EQUALLY LUBRICATED, though differently so, is the 2020 Sunnyside Yard Master Plan, which attempts to slime a synthesis of Sunnyside Gardens’ string-light villagism and the blue-glass self-importance of Long Island City. The master plan is the most recent articulation of what Sunnyside Yards could look like, but it adds to a rich history of wishful thinking. Each generation has had its dream for the yard: In 1931 the Regional Plan Association proposed covering it with the high art deco bombast of a radial transportation terminal and office tower; in the 1970s the Urban Development Corporation imagined the yard as a light industrial zone–cum–business park fringed by big-box retail, parking lots, and a token linden tree or two. On multiple occasions the site has been proposed as a sports stadium: It was offered first to the New York Giants in the mid-1950s before the baseball franchise decamped for San Francisco, then almost two decades later to the NFL as New York attempted to derail New Jersey’s plans to build a stadium for the Giants (the footballing ones this time) at the Meadowlands.
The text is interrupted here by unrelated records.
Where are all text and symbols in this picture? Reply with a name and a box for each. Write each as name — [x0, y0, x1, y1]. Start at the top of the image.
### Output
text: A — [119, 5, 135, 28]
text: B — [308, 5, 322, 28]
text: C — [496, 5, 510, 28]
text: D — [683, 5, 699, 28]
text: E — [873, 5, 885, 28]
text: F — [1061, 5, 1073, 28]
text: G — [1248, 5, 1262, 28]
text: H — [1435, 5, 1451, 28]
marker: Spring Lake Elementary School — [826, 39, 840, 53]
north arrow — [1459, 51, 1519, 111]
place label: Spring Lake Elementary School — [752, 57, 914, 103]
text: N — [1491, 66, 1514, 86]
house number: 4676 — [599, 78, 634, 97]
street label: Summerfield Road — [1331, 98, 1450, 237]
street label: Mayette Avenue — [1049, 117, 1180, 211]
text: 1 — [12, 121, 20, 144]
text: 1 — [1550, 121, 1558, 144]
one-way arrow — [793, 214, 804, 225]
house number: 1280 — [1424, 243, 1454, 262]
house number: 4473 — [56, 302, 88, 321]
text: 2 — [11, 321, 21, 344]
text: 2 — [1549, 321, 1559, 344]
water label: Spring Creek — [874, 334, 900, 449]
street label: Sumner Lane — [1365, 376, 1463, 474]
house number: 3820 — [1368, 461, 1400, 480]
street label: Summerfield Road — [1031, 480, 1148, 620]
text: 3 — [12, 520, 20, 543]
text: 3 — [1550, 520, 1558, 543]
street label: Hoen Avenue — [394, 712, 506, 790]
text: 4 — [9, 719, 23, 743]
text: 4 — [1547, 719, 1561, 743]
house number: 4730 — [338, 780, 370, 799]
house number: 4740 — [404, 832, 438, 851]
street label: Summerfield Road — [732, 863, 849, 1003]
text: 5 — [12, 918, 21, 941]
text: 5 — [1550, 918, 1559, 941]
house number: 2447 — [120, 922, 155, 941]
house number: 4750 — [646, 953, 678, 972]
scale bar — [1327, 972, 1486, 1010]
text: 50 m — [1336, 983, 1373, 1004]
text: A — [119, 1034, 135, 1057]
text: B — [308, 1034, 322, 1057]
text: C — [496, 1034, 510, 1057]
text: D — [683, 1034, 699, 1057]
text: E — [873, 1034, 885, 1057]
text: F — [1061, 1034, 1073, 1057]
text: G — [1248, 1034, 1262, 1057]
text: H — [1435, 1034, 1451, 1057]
Anytime there’s discussion of bringing a big international sporting event like the Olympics or the World Cup to New York, Sunnyside Yard looms large, a deckable lot with the size and location to make the kind of world-shaking sporting-architectural statement that a stadium like MetLife—sedated under the stink of the New Jersey salt marshes, aesthetically lifeless, and inordinately difficult to get to by public transit—simply can’t muster.
The buildings are all imagined as reflective glass blocks of varying size, identical in style and impersonality to the towers rising over
Long Island City. Here is Hudson Yards, the document seems to say, but for the middle class.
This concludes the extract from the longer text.